**Brief**
The records that follow are to be printed exactly, with no images.

-------------------------

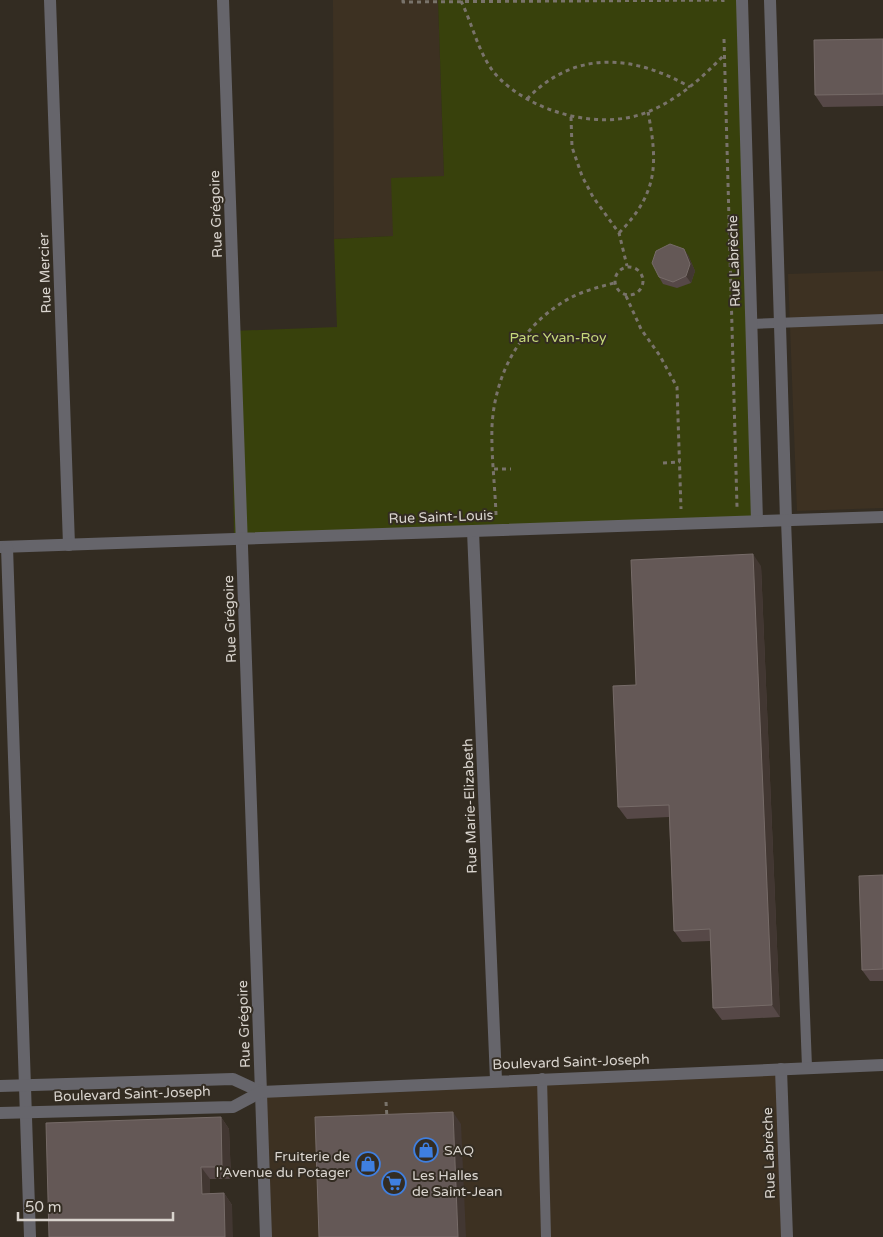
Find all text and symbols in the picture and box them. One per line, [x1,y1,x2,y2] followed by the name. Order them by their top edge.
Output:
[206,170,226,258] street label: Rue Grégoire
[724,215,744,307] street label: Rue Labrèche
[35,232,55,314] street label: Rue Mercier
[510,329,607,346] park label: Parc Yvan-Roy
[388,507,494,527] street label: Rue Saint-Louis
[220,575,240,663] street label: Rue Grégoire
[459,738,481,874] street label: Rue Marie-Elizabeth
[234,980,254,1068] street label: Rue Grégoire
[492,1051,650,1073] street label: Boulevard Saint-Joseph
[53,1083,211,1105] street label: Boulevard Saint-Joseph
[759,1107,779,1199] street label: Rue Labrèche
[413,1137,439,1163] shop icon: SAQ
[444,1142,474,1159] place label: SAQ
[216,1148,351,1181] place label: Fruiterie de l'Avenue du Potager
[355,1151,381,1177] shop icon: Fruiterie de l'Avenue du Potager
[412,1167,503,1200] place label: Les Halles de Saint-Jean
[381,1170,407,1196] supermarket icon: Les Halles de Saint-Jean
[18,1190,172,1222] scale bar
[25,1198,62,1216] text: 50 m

-------------------------

**Solution for this problem**
Find all text and symbols in the picture and box them. One per line, [x1,y1,x2,y2] followed by the name. Order them by their top edge.
Output:
[206,170,226,258] street label: Rue Grégoire
[724,215,744,307] street label: Rue Labrèche
[35,232,55,314] street label: Rue Mercier
[510,329,607,346] park label: Parc Yvan-Roy
[388,507,494,527] street label: Rue Saint-Louis
[220,575,240,663] street label: Rue Grégoire
[459,738,481,874] street label: Rue Marie-Elizabeth
[234,980,254,1068] street label: Rue Grégoire
[492,1051,650,1073] street label: Boulevard Saint-Joseph
[53,1083,211,1105] street label: Boulevard Saint-Joseph
[759,1107,779,1199] street label: Rue Labrèche
[413,1137,439,1163] shop icon: SAQ
[444,1142,474,1159] place label: SAQ
[216,1148,351,1181] place label: Fruiterie de l'Avenue du Potager
[355,1151,381,1177] shop icon: Fruiterie de l'Avenue du Potager
[412,1167,503,1200] place label: Les Halles de Saint-Jean
[381,1170,407,1196] supermarket icon: Les Halles de Saint-Jean
[18,1190,172,1222] scale bar
[25,1198,62,1216] text: 50 m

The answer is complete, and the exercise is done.